Bei genauerem Nachdenken verwundert es, dass die Geschichte von Noah bislang noch nie verfilmt wurde. Im Gedächtnis bleibt nur John Hustons Auftritt im von ihm selbst inszenierten episodischen Monumentalfilm „Die Bibel“ (1966). Die Lücke überrascht, da der biblische Stoff doch nahezu alles bietet, was das große Publikum anspricht: Schauwerte, ein apokalyptischer Weltuntergang, eine starke Heldenfigur und eine klare moralische Botschaft.
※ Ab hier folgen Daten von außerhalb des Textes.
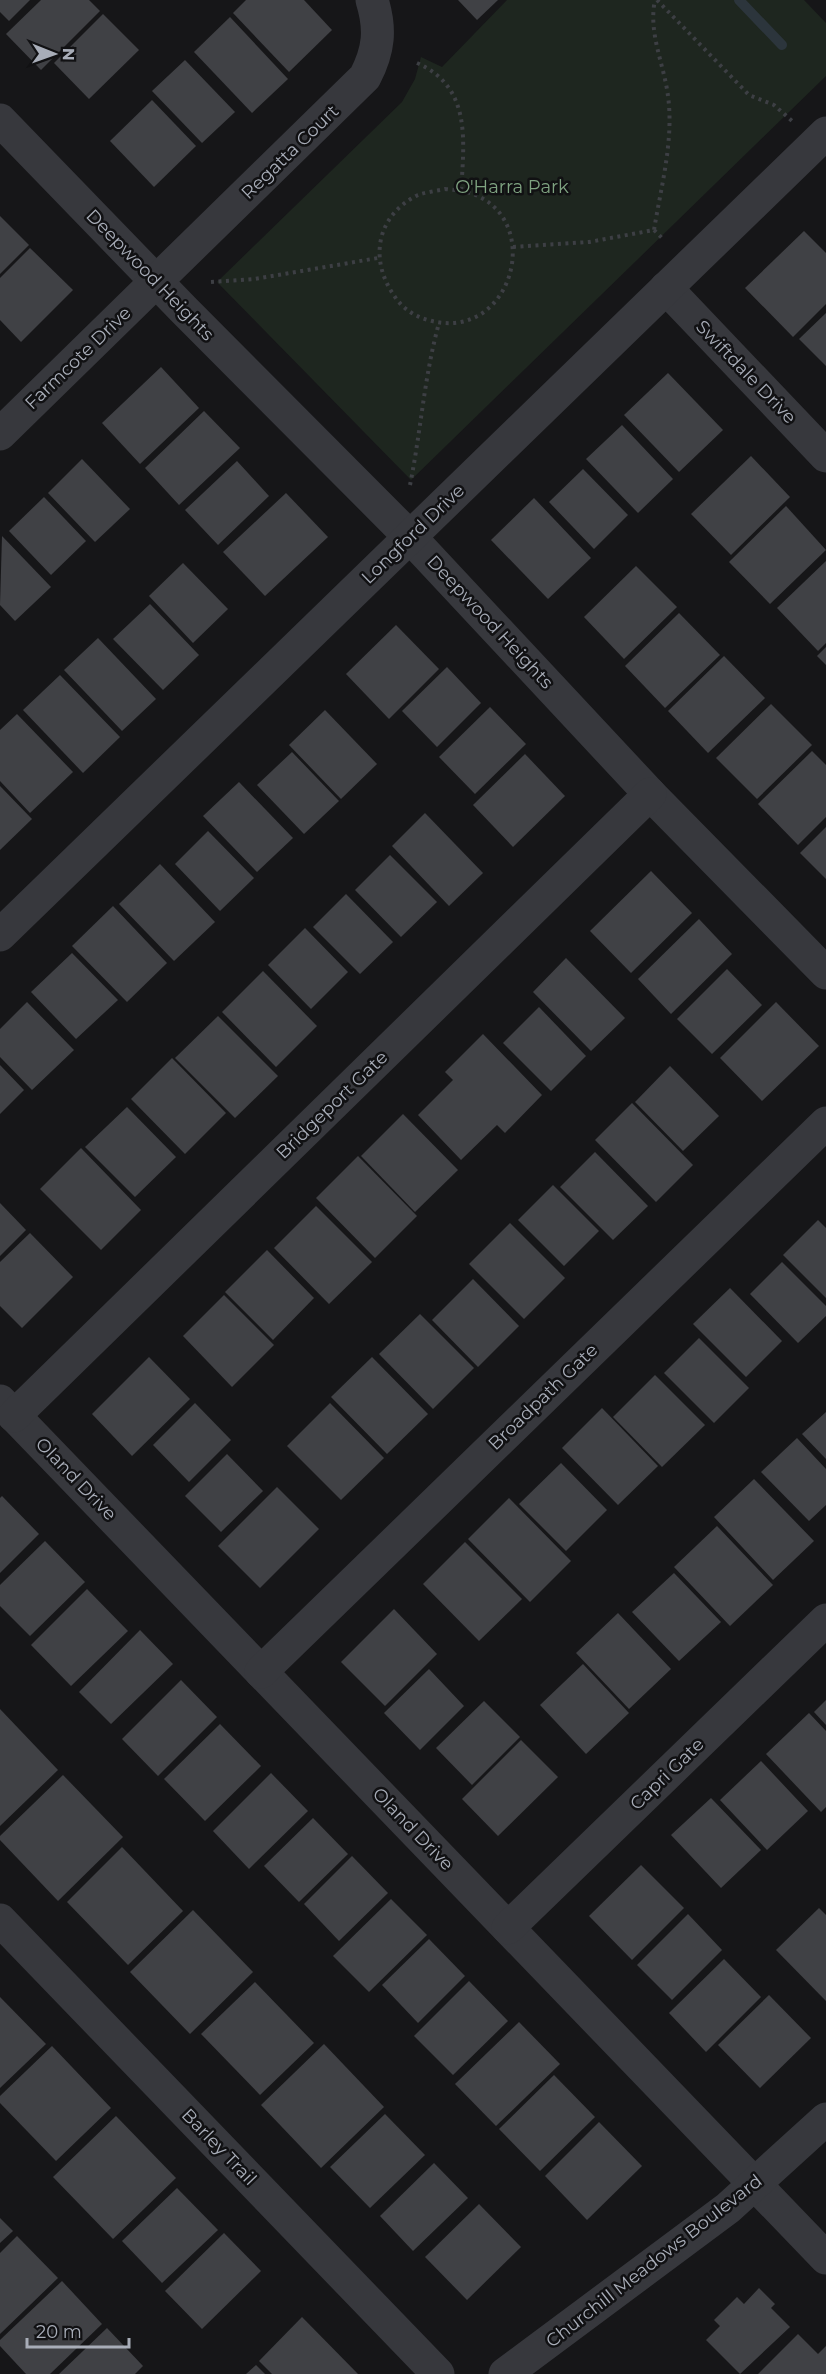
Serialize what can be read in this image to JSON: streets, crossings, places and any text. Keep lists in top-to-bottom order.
{
  "streets": {
    "street": [
      "Regatta Court",
      "Deepwood Heights",
      "Farmcote Drive",
      "Swiftdale Drive",
      "Longford Drive",
      "Bridgeport Gate",
      "Broadpath Gate",
      "Oland Drive",
      "Capri Gate",
      "Barley Trail",
      "Churchill Meadows Boulevard"
    ]
  },
  "crossings": [
    ["Regatta Court", "Deepwood Heights"],
    ["Regatta Court", "Farmcote Drive"],
    ["Deepwood Heights", "Farmcote Drive"],
    ["Deepwood Heights", "Longford Drive"],
    ["Deepwood Heights", "Bridgeport Gate"],
    ["Swiftdale Drive", "Longford Drive"],
    ["Bridgeport Gate", "Oland Drive"],
    ["Broadpath Gate", "Oland Drive"],
    ["Oland Drive", "Capri Gate"],
    ["Oland Drive", "Churchill Meadows Boulevard"]
  ],
  "parks": ["O'Harra Park"],
  "scale_bar": "20 m",
  "north": "right"
}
Einzige Wermutstropfen: Der Ausgang der Geschichte ist bekannt, und das Figurenpersonal ist weitaus begrenzter als im ähnlich gelagerten Fall der Geschichte der „Titanic“.
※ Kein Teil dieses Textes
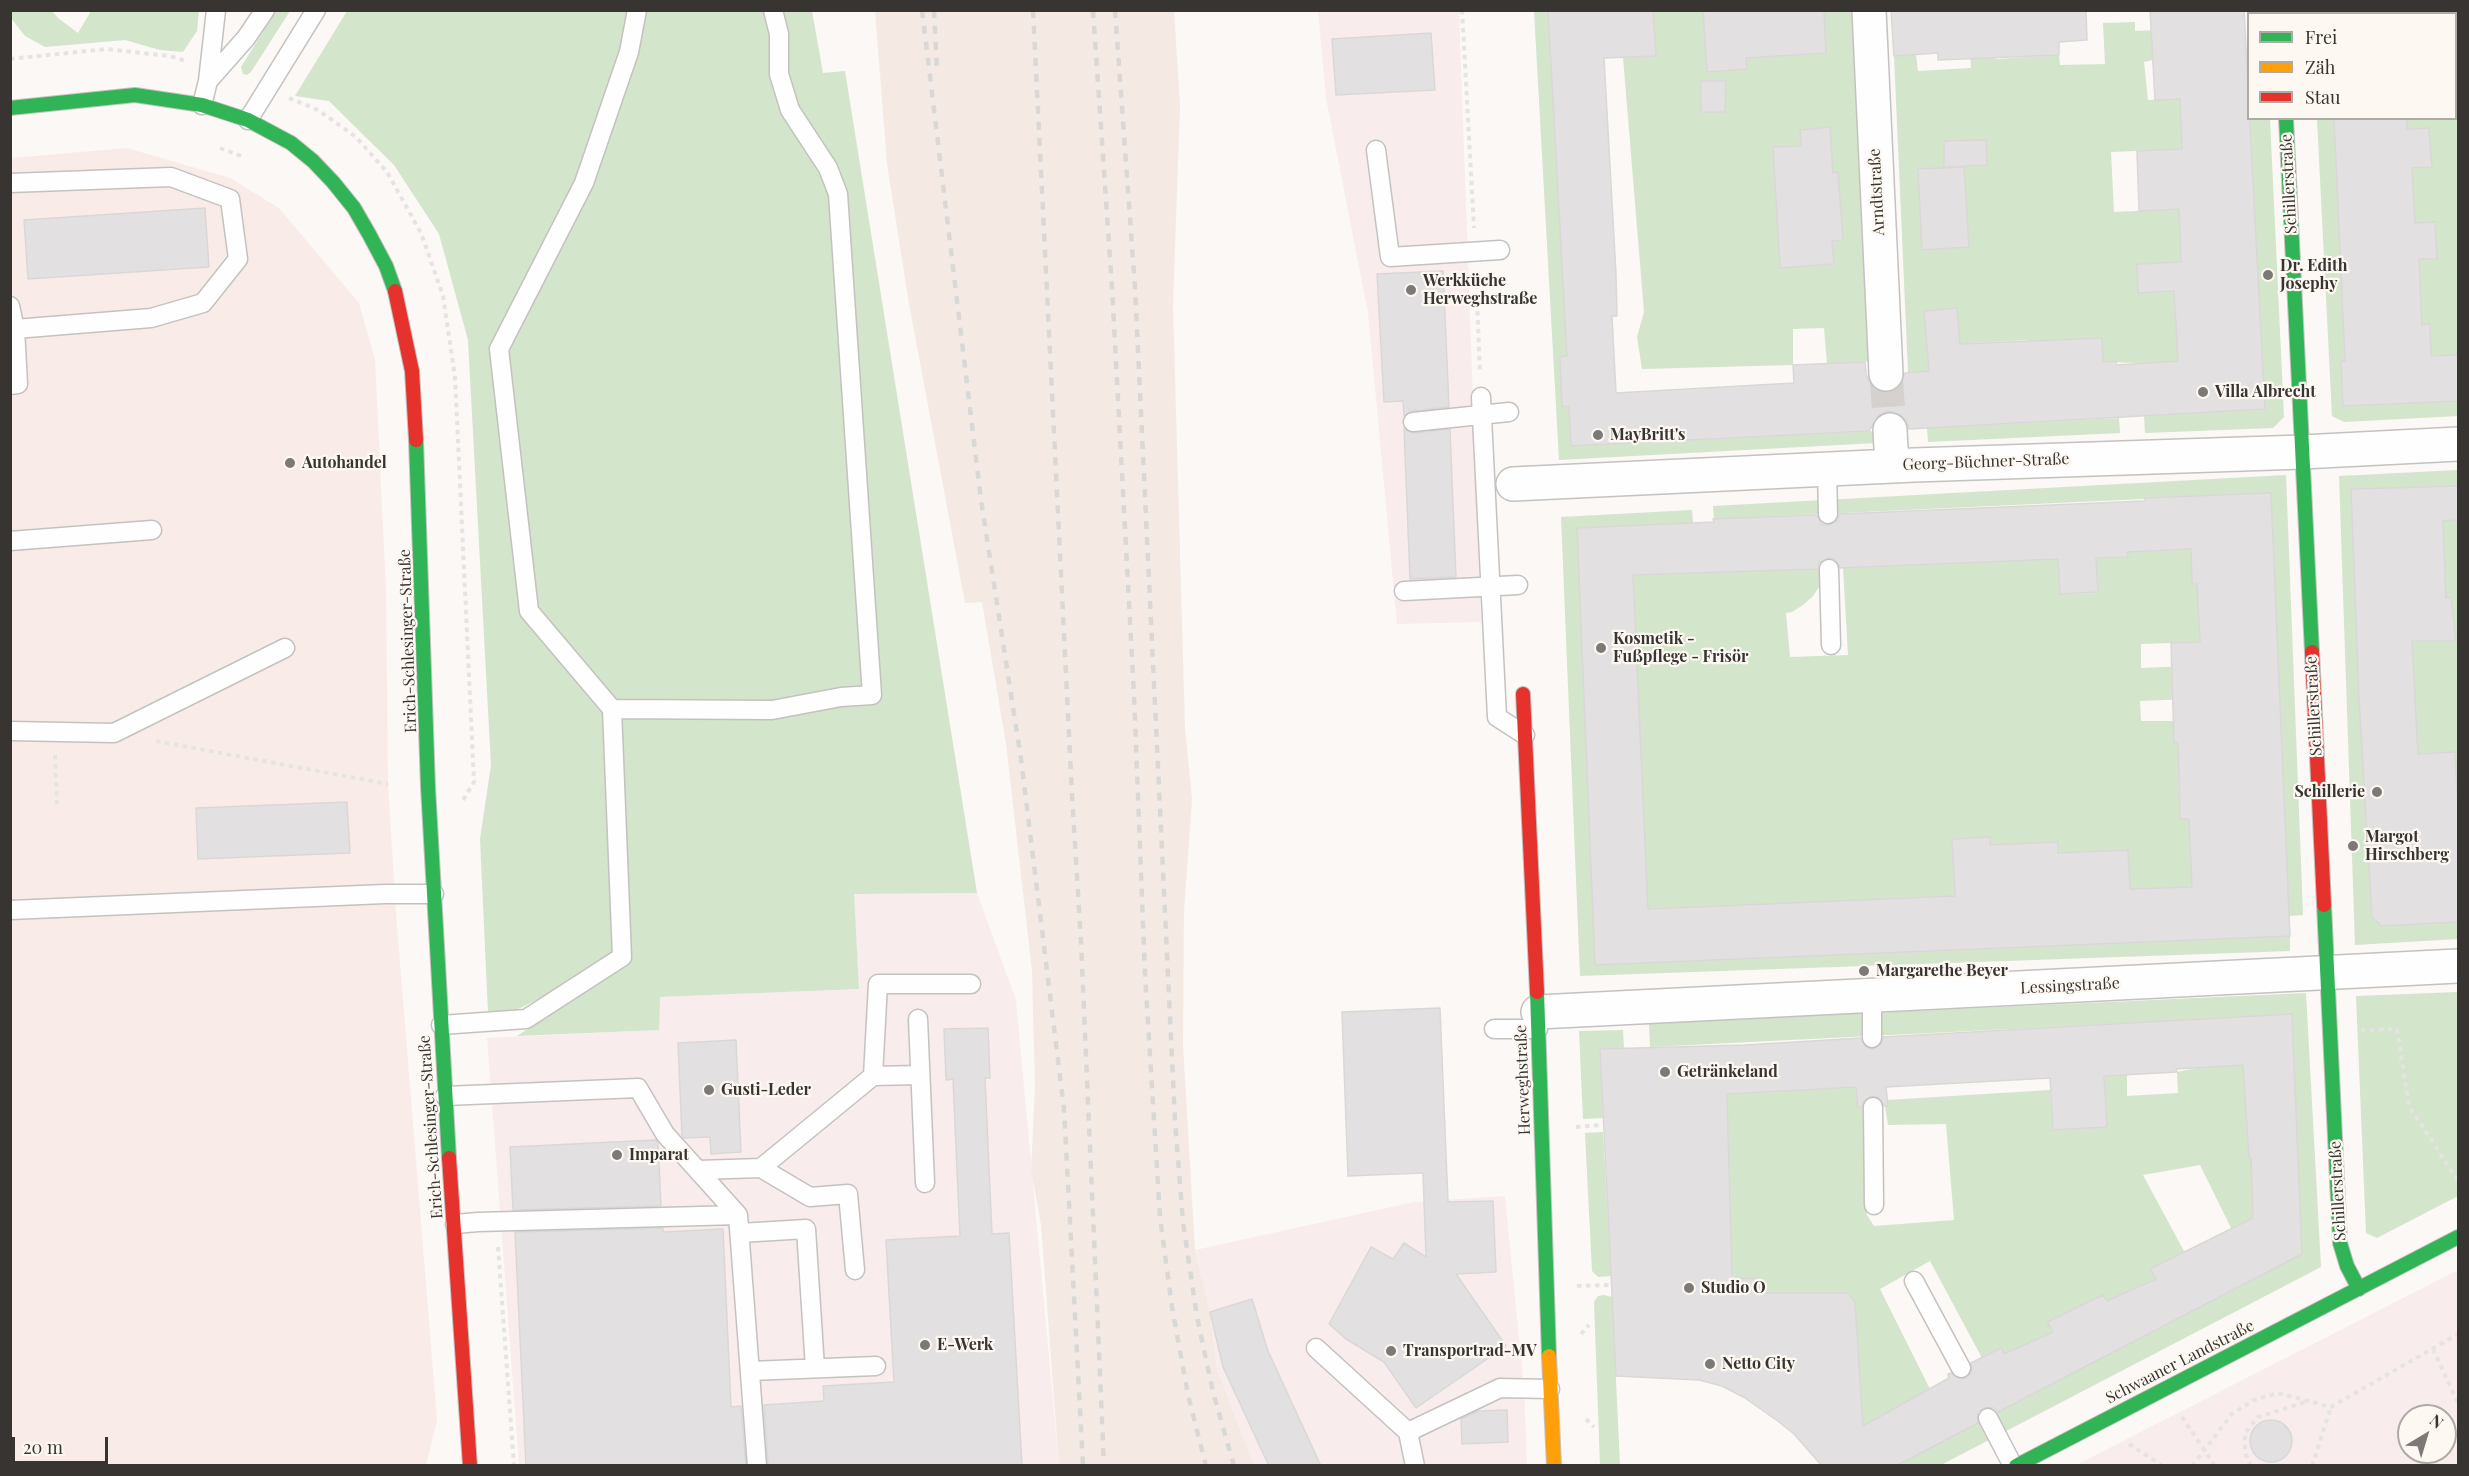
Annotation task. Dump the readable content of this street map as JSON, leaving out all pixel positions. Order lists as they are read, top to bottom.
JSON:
{
  "streets": {
    "street": [
      "Schillerstraße",
      "Arndtstraße",
      "Georg-Büchner-Straße",
      "Erich-Schlesinger-Straße",
      "Lessingstraße",
      "Herweghstraße",
      "Schwaaner Landstraße"
    ]
  },
  "crossings": [
    ["Schillerstraße", "Georg-Büchner-Straße"],
    ["Schillerstraße", "Lessingstraße"],
    ["Schillerstraße", "Schwaaner Landstraße"],
    ["Lessingstraße", "Herweghstraße"]
  ],
  "places": [
    "Dr. Edith Josephy",
    "Werkküche Herweghstraße",
    "Villa Albrecht",
    "MayBritt's",
    "Autohandel",
    "Kosmetik - Fußpflege - Frisör",
    "Schillerie",
    "Margot Hirschberg",
    "Margarethe Beyer",
    "Getränkeland",
    "Gusti-Leder",
    "Imparat",
    "Studio O",
    "E-Werk",
    "Transportrad-MV",
    "Netto City"
  ],
  "legend": ["Frei", "Zäh", "Stau"],
  "scale_bar": "20 m",
  "north": "top right"
}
Dies mögen auch die Überlegungen von Darren Aronofsky gewesen sein, der die Geschichte von Noah und der Arche angeblich schon seit seinem Filmstudium verfilmen wollte. Auch wenn ein monumentaler Kostümfilm aus vorgeschichtlicher Zeit auf den ersten Blick kaum eine naheliegende Wahl für diesen Regisseur gewesen sein mag, fügt sich der fertige Film doch überraschend gut in dessen bisheriges Werk: Ein zeitloser kosmischer Schöpfungsmythos wie „The Fountain“
(fd 37 986), überbordende, wilde, mitunter psychodelische Bilder für innere Erlebnisse wie in „Requiem for a Dream“
(fd 35 117), ein Held, der seine besten Tage schon hinter sich hat und ein bisschen aus der Zeit gefallen zu sein scheint wie in „The Wrestler“
(fd 39 162), eine esoterisch grundierte, sture Paranoia wie in „Pi“
(fd 33 608) oder „Black Swan“
(fd 40 279) – eigentlich passt „Noah“ recht gut zu Aronofsky, der stärker inhaltlich orientiert ist als stilistisch und der in seiner Arbeit eine Ernsthaftigkeit und Detailbesessenheit an den Tag legt, die aktuell in Hollywood sehr ungewöhnlich ist.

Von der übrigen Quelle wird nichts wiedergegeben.